Initially, he worked with Coen Ottenheijm from Amsterdam UMC to understand what exactly happens in the respiratory muscles when they are inactive. This research group is the only one in the world capable of taking a biopsy of the diaphragm from a patient in the ICU undergoing surgery. Analysis of this tissue revealed that the mass of the respiratory muscles decreases during ventilation, much like muscles in an arm in a cast, resulting in muscle weakening.

However, that's not the whole story. ‘In those biopsies, we also observed damage caused by the respiratory muscles working too hard’, Heunks explains. ‘This can occur just before the patient ends up in the ICU or when the patient starts breathing independently. Excessive muscle effort leads to muscle damage, similar to what you experience in your arm or leg muscles when lifting heavy loads or running. Additionally, it was discovered that the diaphragm can enter a sort hibernation state. We were already familiar with this concept in the heart muscle, which sometimes protects itself during a heart attack and oxygen deficiency in hibernation state. It appears that the diaphragm can do the same.’

Nasal Cannula

Armed with this knowledge of what happens in the respiratory muscles, Heunks is exploring smart ways to improve ventilation in the clinic. As the lead investigator of an international study, he is examining whether electrical stimulation of the respiratory muscles during ventilation a few times a day is feasible. He is also studying whether a drug that strengthens the heart muscle, levosimendan, can be effective for the respiratory muscles. Heunks: ‘In both projects, I want to determine if we can prevent respiratory muscle weakening and help patients wean off ventilation more quickly.’

Furthermore, Heunks investigating ways to prevent ventilation altogether. ‘Hemodialysis is well-known for removing waste products from the body, and the same principle can be applied to the lungs’, Heunks says. ‘With lung dialysis, a machine removes CO2 from the blood and adds oxygen if necessary. We want to investigate whether this approach can prevent artificial ventilation in selected patients.
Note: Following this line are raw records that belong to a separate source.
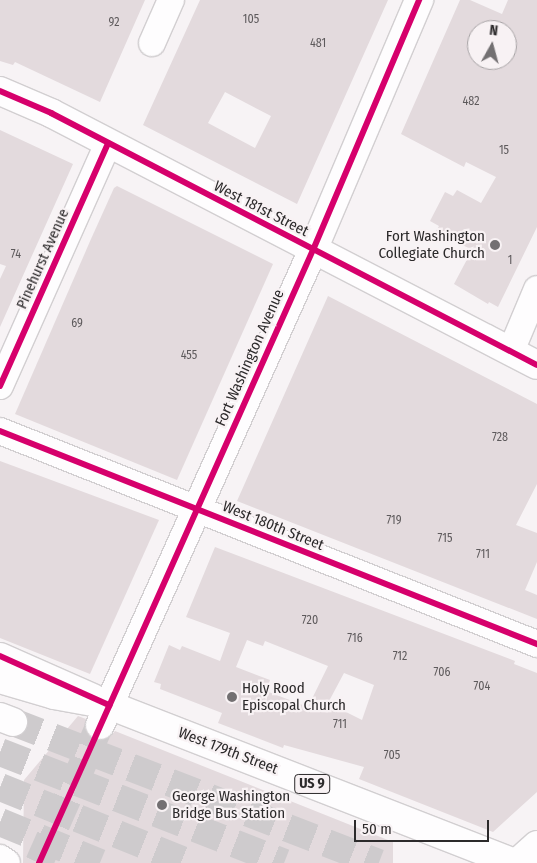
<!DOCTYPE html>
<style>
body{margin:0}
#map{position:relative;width:537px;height:863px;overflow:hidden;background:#f7f3f5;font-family:"Fira Sans Condensed",sans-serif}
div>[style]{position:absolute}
.building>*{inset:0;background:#e3dadd}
.major-tunnel>*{height:28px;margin-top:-14px;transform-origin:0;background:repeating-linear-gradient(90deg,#cecbcd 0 28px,transparent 0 42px)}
.highway-tunnel>*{height:28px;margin-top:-14px;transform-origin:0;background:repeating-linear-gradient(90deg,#cecbcd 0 28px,transparent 0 42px)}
.roads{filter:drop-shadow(1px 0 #d2cfd1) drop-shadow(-1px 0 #d2cfd1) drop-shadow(0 1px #d2cfd1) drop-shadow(0 -1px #d2cfd1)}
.minor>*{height:26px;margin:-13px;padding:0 13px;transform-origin:13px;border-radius:13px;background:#fefdfe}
.major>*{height:28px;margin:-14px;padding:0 14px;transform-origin:14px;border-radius:14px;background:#fefdfe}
.highway>*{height:28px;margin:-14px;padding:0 14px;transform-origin:14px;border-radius:14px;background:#fefdfe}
.cycleway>*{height:6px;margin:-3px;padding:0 3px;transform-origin:3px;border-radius:3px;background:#d6006c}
.dots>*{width:14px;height:14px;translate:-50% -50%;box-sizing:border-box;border:2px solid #f8f2f4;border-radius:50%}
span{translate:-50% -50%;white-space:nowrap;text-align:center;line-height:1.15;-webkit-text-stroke:4.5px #f8f2f4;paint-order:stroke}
.number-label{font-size:12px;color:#5e5a5c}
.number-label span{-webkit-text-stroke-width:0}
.shield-label span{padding:1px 4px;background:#f8f2f4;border:1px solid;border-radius:4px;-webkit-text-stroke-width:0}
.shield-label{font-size:14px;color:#2c2a2b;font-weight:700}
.street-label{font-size:15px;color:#2c2a2b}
.poi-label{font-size:15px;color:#2c2a2b}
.right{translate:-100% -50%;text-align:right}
.left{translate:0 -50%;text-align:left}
.north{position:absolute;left:467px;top:20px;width:50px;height:50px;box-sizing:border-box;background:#f8f2f4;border:1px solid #a6a2a4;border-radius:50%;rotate:7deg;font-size:14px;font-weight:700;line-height:20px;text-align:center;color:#2c2a2b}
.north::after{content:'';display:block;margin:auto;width:18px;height:22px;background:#737072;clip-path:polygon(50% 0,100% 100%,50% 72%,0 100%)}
.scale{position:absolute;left:354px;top:820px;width:135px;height:22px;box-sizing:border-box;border:2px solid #2c2a2b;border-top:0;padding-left:6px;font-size:15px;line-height:18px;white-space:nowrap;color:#2c2a2b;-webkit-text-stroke:4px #f8f2f4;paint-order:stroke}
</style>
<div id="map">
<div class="building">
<i style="clip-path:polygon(0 0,145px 0,100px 102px,15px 62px,13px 65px,0 61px)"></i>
<i style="clip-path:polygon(evenodd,200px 0,388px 0,297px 204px,143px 125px,200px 0,225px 92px,271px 116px,255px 148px,208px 123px,225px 92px)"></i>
<i style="clip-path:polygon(evenodd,460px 0,470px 0,502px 14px,508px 0,537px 0,537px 227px,498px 307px,489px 302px,488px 304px,454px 284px,472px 250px,436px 231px,439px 226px,430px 221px,445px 192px,453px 196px,457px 190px,481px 203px,496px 177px,466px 162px,464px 167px,401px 134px,460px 0,477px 30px,507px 30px,507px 60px,477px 60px,477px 30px)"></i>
<i style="clip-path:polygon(0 130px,73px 164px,0 327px,0 279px,6px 266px,0 264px)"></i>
<i style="clip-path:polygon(117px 186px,273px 264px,177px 480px,15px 414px,91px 239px,114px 188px)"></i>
<i style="clip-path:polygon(328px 296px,537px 404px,537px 484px,516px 525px,537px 533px,537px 562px,525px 590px,537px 595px,537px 619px,237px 501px)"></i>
<i style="clip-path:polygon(0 461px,159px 520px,90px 674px,0 638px)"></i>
<i style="clip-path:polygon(evenodd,215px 547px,515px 661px,514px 664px,537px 673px,537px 792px,493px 832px,359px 779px,364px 767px,284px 745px,283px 748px,218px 723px,222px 713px,160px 689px,161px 684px,154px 682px,169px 645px,180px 650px,182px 646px,220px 661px,230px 633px,186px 617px,215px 547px,247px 640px,263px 646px,265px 641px,328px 666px,308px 707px,266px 691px,270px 680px,236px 667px,247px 640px,215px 547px,344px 673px,374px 685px,362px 720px,328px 703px,344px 673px)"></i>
<i style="clip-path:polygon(78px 716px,86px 719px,85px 727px,87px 734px,94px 739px,101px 741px,109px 738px,115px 731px,393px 842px,393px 863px,23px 863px,24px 780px)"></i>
</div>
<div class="major-tunnel">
<i style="left:39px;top:863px;width:151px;rotate:-66.2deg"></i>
</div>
<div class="highway-tunnel">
<i style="left:13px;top:722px;width:392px;rotate:21.1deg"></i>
<i style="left:0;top:752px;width:305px;rotate:21.3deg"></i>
<i style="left:0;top:787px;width:204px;rotate:21.9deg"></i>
<i style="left:0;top:822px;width:108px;rotate:22.3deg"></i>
</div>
<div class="roads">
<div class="minor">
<i style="left:152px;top:43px;width:47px;rotate:-66.2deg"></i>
<i style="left:511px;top:351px;width:67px;rotate:-67.2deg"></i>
<i style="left:0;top:386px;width:266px;rotate:-66deg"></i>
<i style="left:0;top:431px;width:578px;rotate:21.64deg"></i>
<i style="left:0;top:656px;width:102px;rotate:23.8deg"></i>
</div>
<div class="major">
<i style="left:0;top:91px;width:56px;rotate:23.3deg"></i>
<i style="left:51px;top:113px;width:547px;rotate:27.41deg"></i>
<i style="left:109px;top:705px;width:436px;rotate:21.3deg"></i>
<i style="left:100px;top:725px;width:521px;rotate:-65.85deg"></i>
<i style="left:313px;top:250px;width:272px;rotate:-67deg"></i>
<i style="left:517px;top:863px;width:27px;rotate:-42deg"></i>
</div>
<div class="highway">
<i style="left:0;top:679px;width:56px;rotate:16.5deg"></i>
<i style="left:54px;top:695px;width:56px;rotate:10.3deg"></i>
<i style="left:0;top:717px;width:14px;rotate:21deg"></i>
<i style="left:0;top:859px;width:7px;rotate:34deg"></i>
</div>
</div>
<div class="cycleway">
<i style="left:0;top:91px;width:56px;rotate:23.3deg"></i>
<i style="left:51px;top:113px;width:547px;rotate:27.41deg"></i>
<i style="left:0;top:386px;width:266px;rotate:-66deg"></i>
<i style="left:0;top:431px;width:578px;rotate:21.64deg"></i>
<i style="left:0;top:656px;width:120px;rotate:24.2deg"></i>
<i style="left:39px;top:863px;width:671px;rotate:-65.92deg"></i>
<i style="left:313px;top:250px;width:272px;rotate:-67deg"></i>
</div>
<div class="dots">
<i style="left:495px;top:245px;background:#737072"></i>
<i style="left:232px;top:697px;background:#737072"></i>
<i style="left:162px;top:805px;background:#737072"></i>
</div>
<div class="number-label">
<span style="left:251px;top:20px">105</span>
<span style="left:114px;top:23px">92</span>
<span style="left:318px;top:44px">481</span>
<span style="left:471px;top:102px">482</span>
<span style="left:504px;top:151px">15</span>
<span style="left:16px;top:255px">74</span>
<span style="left:510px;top:261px">1</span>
<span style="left:77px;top:324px">69</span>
<span style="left:189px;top:356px">455</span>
<span style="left:500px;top:438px">728</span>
<span style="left:394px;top:521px">719</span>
<span style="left:445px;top:539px">715</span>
<span style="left:483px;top:555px">711</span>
<span style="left:310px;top:621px">720</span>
<span style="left:355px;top:639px">716</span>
<span style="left:400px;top:657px">712</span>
<span style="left:442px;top:673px">706</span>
<span style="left:482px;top:687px">704</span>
<span style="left:340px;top:725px">711</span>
<span style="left:392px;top:756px">705</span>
</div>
<div class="shield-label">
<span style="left:312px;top:784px">US 9</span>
</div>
<div class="street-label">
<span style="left:261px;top:209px;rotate:27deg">West 181st Street</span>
<span style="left:43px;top:259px;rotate:-66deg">Pinehurst Avenue</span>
<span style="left:250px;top:358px;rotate:-66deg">Fort Washington Avenue</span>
<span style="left:273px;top:526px;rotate:22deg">West 180th Street</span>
<span style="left:228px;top:751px;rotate:21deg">West 179th Street</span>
</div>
<div class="poi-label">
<span class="right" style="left:485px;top:245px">Fort Washington<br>Collegiate Church</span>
<span class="left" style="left:242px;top:697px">Holy Rood<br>Episcopal Church</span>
<span class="left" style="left:172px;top:805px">George Washington<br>Bridge Bus Station</span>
</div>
<div class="north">N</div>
<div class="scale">50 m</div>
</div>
Additionally, we are examining two other treatments: a nasal cannula that delivers a high flow of oxygen or air, and a tight-fitting mask that provides a small extra volume of air with each breath. These treatments could be valuable alternatives to traditional ventilation.’


Leo Heunks studied Medicine at Radboud University and earned his doctorate in the Department of Pulmonology at Radboudumc with a thesis titled: Exercise-induced oxidative stress in COPD: An experimental and clinical study on the effects of training. In 2000, he began his training as a pulmonologist at Radboudumc. He completed fellowships at Mayo Clinics in Rochester, Loyola in Chicago, and St. Michaels in Toronto. He then worked as a pulmonologist-intensivist and researcher at Radboudumc, Amsterdam UMC, and Erasmus MC. He previously held professorships in Amsterdam and Rotterdam.

Heunks is a fellow of the European Respiratory Society and a member of the scientific committee of the ESICM. Additionally, he serves as an associate editor of the American Journal of Respiratory and Critical Care Medicine. His appointment in Nijmegen is effective from September 1, 2023, for a five-year period.